▶ The task
Using the data below, tally the lines that include the string "service". Only the number is wanted.

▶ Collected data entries

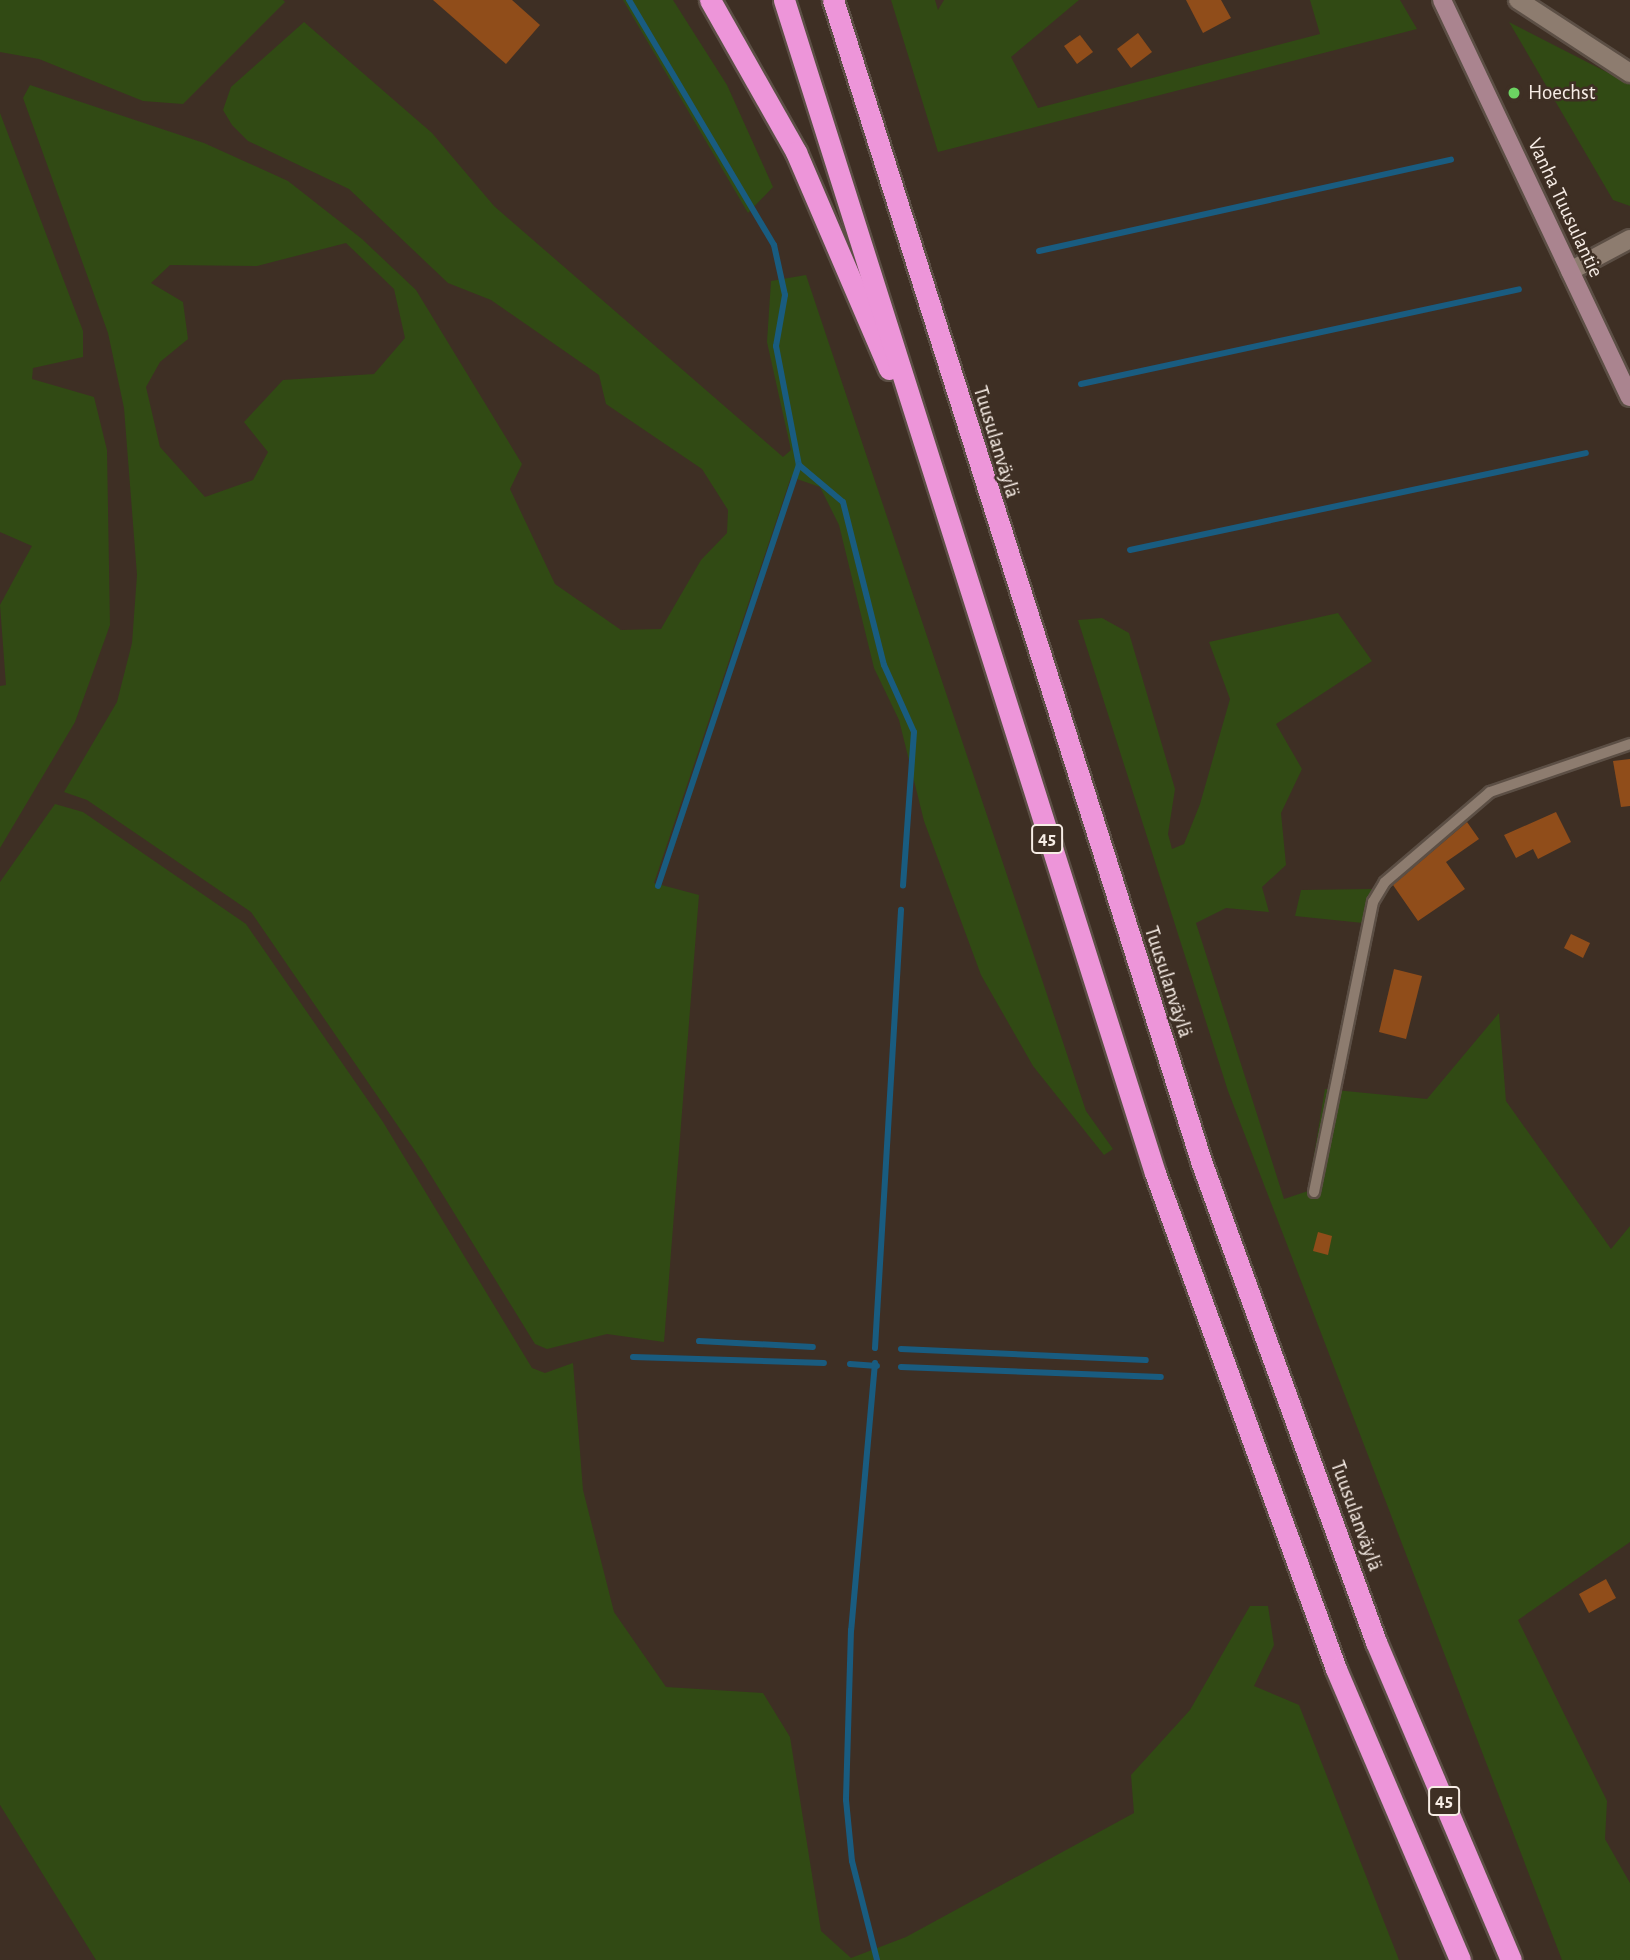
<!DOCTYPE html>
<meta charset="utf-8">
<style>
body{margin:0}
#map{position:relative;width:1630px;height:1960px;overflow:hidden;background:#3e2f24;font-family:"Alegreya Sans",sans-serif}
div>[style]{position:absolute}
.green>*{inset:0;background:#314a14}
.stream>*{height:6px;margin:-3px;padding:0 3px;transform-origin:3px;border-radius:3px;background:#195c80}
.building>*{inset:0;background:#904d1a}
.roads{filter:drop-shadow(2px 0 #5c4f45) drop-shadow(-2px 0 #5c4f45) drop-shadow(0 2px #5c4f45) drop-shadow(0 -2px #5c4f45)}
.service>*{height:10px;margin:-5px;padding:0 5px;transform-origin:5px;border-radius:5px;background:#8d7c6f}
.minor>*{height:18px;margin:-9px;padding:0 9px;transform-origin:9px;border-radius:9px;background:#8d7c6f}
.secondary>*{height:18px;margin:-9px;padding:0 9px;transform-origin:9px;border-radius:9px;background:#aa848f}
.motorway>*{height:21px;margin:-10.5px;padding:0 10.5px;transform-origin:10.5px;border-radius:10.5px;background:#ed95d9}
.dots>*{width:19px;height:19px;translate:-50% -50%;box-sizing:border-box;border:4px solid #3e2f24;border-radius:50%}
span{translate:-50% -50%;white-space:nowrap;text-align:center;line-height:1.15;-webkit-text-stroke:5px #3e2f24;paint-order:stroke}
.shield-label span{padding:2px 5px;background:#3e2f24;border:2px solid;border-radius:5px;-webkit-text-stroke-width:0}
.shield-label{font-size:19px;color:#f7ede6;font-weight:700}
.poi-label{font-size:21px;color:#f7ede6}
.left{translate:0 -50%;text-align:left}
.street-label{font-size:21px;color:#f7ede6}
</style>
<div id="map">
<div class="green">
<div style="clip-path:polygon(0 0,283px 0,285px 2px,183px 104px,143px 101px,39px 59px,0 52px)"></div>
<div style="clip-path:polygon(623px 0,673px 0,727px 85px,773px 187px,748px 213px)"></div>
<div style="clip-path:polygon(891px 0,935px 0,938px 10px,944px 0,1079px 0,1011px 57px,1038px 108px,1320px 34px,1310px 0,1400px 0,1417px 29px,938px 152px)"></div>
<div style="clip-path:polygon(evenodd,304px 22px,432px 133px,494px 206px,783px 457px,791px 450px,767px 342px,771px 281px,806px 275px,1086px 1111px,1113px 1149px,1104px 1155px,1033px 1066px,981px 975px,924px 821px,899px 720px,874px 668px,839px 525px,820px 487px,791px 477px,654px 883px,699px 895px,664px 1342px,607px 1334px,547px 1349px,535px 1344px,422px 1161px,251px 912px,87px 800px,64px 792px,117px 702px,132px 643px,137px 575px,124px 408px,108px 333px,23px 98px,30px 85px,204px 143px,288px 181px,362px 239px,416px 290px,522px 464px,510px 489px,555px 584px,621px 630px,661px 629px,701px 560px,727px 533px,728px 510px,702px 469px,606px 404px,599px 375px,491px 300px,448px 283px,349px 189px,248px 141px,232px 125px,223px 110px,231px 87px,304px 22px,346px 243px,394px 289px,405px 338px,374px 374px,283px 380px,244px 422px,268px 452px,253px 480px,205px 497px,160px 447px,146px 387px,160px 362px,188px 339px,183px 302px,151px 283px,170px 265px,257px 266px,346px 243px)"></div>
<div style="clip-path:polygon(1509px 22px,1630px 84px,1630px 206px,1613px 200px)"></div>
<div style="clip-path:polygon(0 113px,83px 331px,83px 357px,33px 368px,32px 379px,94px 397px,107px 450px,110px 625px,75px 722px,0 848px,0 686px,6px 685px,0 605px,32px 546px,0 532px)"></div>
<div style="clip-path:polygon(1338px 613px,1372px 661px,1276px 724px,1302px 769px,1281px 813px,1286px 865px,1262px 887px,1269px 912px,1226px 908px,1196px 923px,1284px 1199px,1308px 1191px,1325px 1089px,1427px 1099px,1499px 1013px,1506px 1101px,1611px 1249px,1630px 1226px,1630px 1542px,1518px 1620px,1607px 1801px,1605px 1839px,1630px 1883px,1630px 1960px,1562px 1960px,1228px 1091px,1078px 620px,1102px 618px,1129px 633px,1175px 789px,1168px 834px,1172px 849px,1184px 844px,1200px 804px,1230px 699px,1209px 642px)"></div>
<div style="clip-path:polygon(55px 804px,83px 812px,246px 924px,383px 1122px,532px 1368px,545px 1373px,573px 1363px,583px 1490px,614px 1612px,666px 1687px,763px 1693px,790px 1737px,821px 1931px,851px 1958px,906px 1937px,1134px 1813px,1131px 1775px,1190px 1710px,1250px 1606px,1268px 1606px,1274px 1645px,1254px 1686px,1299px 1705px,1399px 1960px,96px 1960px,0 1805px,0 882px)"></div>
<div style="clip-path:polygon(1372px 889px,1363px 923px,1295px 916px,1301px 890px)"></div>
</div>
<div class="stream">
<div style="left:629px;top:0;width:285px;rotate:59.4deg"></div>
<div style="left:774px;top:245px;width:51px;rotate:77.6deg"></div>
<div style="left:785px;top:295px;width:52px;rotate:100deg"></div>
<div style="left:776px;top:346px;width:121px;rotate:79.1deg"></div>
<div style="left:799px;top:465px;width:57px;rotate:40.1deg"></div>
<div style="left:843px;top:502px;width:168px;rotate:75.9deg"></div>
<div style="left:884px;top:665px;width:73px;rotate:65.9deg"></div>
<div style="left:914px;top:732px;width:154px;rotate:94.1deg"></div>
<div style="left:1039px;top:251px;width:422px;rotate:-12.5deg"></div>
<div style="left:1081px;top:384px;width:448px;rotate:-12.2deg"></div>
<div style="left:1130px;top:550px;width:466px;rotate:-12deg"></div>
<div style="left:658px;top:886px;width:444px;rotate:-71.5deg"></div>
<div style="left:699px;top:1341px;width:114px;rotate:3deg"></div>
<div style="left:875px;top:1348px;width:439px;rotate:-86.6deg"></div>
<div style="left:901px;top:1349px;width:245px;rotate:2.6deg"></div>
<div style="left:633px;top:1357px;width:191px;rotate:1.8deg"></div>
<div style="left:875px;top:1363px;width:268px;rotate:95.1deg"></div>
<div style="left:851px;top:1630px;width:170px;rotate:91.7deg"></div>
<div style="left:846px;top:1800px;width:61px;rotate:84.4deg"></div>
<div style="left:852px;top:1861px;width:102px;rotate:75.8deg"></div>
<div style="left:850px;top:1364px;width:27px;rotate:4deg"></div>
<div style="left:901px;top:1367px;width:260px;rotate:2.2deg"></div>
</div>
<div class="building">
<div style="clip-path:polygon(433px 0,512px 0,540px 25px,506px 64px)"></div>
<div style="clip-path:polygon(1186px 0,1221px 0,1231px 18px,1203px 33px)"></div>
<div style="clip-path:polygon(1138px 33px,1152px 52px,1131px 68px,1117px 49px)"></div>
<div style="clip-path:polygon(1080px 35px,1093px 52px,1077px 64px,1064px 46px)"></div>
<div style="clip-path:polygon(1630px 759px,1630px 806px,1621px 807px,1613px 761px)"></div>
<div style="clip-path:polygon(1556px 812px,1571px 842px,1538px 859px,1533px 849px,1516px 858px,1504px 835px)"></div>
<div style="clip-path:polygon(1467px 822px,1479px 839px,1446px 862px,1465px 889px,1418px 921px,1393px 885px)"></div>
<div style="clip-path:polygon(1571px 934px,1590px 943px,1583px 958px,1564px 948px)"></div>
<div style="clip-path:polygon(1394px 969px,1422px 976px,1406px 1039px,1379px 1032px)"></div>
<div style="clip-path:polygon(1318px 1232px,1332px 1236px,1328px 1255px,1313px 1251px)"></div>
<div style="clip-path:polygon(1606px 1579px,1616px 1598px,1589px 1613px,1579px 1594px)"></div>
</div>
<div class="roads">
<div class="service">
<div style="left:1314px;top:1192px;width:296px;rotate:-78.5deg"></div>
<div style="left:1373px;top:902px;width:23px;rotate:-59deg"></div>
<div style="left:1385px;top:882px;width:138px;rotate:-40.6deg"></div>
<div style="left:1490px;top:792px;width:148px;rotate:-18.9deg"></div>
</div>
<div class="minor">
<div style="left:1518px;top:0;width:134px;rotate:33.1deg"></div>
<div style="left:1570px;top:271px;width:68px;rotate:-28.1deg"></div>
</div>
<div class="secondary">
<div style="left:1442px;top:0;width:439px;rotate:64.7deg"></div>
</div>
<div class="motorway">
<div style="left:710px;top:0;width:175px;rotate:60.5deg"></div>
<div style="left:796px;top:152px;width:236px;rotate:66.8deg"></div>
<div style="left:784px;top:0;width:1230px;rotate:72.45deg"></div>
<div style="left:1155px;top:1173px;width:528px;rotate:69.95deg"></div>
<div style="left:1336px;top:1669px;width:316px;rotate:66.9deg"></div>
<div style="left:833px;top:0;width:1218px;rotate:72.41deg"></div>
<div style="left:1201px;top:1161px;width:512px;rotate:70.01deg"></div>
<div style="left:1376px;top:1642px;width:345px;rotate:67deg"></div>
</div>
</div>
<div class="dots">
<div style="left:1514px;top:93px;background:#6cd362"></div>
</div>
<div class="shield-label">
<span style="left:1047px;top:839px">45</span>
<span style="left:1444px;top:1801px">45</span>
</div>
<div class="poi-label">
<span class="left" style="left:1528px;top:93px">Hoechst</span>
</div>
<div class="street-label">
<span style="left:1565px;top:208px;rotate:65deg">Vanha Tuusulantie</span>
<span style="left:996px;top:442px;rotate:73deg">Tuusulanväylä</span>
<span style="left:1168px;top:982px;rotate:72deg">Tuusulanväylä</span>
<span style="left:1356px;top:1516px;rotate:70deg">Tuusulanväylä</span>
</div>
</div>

▶ Your response
2